Les grottes se trouvent à l'Est du bourg, au-dessous du Sémaphore, et autour de la pointe du Castelli. Sans avoir la sauvage majesté des grottes creusées par la mer aux flancs des îles Morbihannaises ou sur la côte de Crozon, elles sont curieuses, et lorsqu'on les visite, à mer basse, au milieu des rochers qui les entourent, aiguilles bizarres, obélisques renversées, qui rappellent l'écroulement d'édifices titanesques, on se souvient, ému malgré soi, des grottes de Fingal, si bien chantées par (....). Les plus belles sont le Trou-du-Moine-Fou, la Grotte à Madame et le Trou-du-Chat.

On dit qu'en avant de cette côte, au-delà des récifs que les lames vertes blanchissent de leur écume, s'élevait entre l'île Du Met et la pointe de Castelli une puissante ville maritime, engloutie par les flots : tradition populaire qu'on retrouve sur toutes nos côtes, d'Is à (...), et qu'à Piriac, du moins, nul document ne peut confirmer.

Une autre légende se rattache à un rocher curieux, que vous montreront sans peine les pêcheurs de berniques, et qu'on appelle tombeau d'Almanzor, elle parle d'un seigneur voisin, d'un sieur de Lauvergnac, surnommé Almanzor, et parti, à la suite de Saint-Louis et des croisés bretons de Mauclerc, pour guerroyer à l'infidèle. Le preux s'embarqua près de Piriac, et sa femme, la blonde Yseult, qui l'avait suivi jusqu'à la grève pour jeter son dernier adieu à la brise qui l'emportait loin du pays, revient chaque jour à la côte pour attendre son époux. Elle trouvait un abri contre l'ardeur brûlante du soleil dans cette grotte qui depuis lors, à cause de cette circonstance, on a nommée grotte à Madame.

Pendant six ans, elle y passa de longues heures, guettant sans cesse à l'horizon la blanche voile du croisé.

Un jour enfin, elle entend dire que les chevaliers rentrent de Palestine et qu'Almanzor, embarqué à Bordeaux, va bientôt, grâce au vent favorable, atteindre la côte de Piriac.

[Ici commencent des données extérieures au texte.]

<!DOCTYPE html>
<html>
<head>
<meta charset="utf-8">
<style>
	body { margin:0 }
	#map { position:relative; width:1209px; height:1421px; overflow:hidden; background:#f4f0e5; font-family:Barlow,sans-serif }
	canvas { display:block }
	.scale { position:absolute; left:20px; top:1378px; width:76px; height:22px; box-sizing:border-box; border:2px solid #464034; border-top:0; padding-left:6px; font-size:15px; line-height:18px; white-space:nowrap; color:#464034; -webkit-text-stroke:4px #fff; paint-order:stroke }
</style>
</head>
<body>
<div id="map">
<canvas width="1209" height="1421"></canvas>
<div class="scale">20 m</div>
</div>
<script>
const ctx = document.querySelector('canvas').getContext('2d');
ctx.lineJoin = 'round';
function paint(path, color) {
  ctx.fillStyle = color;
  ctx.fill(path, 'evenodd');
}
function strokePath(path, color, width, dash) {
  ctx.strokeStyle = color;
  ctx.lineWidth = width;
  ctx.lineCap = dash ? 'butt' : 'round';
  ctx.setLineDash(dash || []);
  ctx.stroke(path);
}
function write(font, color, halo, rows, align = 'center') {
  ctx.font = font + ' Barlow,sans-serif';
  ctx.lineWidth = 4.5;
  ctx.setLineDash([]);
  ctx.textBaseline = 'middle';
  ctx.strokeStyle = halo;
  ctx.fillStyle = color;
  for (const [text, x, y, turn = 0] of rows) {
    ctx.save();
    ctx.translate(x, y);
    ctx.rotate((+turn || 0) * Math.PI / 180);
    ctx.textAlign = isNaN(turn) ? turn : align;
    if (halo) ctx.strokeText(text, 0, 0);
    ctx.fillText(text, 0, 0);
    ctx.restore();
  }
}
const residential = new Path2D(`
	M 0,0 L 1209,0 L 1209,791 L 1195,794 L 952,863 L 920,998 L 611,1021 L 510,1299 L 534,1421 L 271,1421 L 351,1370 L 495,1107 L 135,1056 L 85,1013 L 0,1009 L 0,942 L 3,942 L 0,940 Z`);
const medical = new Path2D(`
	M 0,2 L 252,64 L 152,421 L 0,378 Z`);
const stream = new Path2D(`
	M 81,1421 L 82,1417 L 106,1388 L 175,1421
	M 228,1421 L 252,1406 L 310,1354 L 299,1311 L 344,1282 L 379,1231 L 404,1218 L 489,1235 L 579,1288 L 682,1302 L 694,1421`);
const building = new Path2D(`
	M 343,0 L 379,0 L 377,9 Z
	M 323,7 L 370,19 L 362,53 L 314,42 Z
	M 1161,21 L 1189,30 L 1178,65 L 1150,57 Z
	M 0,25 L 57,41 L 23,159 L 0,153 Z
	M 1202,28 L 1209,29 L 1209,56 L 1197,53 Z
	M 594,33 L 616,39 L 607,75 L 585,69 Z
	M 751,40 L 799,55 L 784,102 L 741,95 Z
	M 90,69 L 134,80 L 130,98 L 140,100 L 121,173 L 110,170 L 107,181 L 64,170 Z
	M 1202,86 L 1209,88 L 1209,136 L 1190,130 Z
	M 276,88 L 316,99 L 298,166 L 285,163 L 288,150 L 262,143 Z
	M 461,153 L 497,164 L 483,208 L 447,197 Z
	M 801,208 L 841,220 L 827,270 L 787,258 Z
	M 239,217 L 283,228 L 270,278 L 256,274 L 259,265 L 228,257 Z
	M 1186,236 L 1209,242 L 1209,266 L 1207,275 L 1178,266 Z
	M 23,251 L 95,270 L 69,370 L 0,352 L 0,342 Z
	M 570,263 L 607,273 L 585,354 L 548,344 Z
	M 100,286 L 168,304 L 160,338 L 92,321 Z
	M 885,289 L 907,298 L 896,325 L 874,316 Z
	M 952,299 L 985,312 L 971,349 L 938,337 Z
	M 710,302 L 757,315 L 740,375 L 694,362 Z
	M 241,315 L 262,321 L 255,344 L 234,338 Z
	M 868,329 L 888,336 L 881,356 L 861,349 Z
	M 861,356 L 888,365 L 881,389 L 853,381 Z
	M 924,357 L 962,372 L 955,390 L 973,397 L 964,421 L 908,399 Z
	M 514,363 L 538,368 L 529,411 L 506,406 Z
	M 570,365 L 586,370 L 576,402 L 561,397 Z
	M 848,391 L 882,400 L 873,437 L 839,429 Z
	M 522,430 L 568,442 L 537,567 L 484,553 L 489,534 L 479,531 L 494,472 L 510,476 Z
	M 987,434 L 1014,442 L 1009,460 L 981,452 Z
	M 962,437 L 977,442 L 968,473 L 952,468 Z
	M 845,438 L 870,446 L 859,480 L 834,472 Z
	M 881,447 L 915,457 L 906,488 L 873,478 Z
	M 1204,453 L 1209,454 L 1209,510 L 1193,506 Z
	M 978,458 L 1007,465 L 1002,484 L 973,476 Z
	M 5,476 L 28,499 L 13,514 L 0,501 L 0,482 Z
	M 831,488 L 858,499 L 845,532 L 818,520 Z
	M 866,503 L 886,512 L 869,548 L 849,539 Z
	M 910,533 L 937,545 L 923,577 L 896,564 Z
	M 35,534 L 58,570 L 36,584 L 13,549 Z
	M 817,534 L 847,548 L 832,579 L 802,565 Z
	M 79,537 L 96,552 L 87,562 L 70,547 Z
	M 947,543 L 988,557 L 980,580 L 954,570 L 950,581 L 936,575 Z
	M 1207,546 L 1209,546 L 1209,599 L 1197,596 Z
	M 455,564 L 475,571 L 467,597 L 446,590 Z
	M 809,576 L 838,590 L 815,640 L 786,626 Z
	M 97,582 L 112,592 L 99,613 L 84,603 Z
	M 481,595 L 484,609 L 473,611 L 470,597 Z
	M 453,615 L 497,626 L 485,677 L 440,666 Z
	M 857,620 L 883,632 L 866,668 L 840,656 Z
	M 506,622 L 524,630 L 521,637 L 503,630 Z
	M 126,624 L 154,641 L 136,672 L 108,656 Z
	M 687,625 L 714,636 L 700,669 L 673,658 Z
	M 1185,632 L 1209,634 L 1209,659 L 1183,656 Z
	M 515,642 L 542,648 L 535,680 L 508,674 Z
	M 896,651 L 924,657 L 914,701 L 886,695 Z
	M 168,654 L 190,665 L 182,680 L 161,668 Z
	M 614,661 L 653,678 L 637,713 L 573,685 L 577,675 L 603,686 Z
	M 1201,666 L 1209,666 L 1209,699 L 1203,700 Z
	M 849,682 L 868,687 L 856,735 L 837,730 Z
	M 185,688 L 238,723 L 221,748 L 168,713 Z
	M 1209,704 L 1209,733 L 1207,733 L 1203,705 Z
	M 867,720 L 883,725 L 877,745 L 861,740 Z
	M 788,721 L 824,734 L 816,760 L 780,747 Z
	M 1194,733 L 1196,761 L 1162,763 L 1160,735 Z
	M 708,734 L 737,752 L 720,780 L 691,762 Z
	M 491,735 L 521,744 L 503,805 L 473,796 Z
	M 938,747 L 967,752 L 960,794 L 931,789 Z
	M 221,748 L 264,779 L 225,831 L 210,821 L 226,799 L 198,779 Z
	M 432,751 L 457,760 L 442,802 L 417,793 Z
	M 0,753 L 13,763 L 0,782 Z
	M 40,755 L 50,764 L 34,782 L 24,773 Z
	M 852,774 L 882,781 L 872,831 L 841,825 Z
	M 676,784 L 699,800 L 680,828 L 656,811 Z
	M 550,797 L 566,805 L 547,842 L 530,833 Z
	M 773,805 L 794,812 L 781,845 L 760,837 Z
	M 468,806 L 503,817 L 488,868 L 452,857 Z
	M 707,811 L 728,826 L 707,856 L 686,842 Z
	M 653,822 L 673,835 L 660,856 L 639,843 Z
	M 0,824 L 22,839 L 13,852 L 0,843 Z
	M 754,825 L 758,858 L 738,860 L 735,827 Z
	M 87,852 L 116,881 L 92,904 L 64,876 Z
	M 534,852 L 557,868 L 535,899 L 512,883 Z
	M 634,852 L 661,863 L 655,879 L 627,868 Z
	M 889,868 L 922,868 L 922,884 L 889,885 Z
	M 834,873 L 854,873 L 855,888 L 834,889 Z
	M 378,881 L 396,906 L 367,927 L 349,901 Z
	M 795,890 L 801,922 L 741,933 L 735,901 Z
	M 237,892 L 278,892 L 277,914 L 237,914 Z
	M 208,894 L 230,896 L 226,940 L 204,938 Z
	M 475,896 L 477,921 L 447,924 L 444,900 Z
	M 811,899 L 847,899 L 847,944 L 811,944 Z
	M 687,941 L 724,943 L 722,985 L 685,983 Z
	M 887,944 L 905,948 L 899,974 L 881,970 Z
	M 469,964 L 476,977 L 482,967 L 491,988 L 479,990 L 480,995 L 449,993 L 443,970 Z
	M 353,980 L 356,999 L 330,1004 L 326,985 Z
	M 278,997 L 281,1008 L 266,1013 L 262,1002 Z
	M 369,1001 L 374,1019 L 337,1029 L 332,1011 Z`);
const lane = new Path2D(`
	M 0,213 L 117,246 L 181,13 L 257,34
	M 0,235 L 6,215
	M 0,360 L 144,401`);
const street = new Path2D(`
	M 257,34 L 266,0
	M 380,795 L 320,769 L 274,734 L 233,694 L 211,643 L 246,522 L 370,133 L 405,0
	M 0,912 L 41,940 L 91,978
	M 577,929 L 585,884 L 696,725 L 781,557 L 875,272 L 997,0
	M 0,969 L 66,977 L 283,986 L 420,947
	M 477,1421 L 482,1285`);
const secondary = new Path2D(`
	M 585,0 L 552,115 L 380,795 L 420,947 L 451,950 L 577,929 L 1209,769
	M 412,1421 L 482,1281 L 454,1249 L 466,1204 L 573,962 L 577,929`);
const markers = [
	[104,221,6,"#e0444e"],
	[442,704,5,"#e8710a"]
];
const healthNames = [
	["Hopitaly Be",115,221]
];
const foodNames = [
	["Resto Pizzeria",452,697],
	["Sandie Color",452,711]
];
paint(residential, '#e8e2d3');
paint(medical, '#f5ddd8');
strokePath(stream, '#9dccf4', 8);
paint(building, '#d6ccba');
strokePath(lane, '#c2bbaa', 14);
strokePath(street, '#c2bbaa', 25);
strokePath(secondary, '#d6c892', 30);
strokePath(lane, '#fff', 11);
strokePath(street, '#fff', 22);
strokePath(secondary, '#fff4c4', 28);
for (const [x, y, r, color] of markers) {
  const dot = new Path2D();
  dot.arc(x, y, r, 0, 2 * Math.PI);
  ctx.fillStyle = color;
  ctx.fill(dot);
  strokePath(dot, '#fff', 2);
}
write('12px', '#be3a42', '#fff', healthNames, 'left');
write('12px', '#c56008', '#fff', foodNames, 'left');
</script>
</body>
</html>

Yseult court au rivage, elle attend jusqu'au soir; rien ne parait.

La nuit vient, la brise augmente; au vent qui souffle avec fureur se mêle bientôt l'orage, et sur la pointe où déferlent les lames énormes, Yseult, aveuglée par les éclairs, mouillée par les embruns du large, assourdie par les hurlements de la vague, attend toujours.

Enfin, la nuit s'en va, le jour renaît, la tempête se calme, le flot baisse, yseult regarde au loin sur la mer.

Pas un vaisseau, pas une voile qui lui apparaisse sur l'immense étendue de l'océan.

Mais sur le sable, à ses pieds, au milieu des épaves d'une barque brisée par la tourmente, elle aperçoit Almanzor étendu sur le sable et à qui nul parent n'avait fermé les yeux.

Auprès du rocher qui a gardé le poétique souvenir du preux croisé, on retrouve tout le prosaïsme de l'industrie moderne. Des puits à demi-comblés, des bâtiments inhabités, des cheminées noircies par la houille rappellent l'exploitation d'étain, abandonnée aujourd'hui.

Le filon stannifère de Penharang fut découvert en 1813 par un maire de Piriac, M. de la Guérande. Quelques échantillons furent envoyés à M.M. Athénas et Dubuisson, et ces deux savants, appelés dans la localité, reconnurent la présence de deux filons parallèles courant Est-Ouest et se rattachant à un troisième filon se dirigeant Nord-Sud. En 1817, M. Baillet, inspecteur divisionnaire des mines, étudia ce gisement et, y envoya deux géologues. En 1819, s'inspirant de leurs recherches, M.M. Juncker et Dufrénoy publièrent un rapport, dans lequel ils observaient que plus la roche était micacée, plus elle renfermait d'étain, et que ce minerai se trouvait à Penharang, dans les sables d'alluvion, et en place, par veines dans les roches surmicacées, par nids dans le quartz. Ils firent creuser quelques puits de sondage pour reconnaître la direction du filon qui, réellement, est sous-marin, et ils observèrent qu'avec l'étain se trouvait un peu d'or et de fer titané. Mais une exploitation a été tentée sans succès et aujourd'hui Penharang est complètement abandonné.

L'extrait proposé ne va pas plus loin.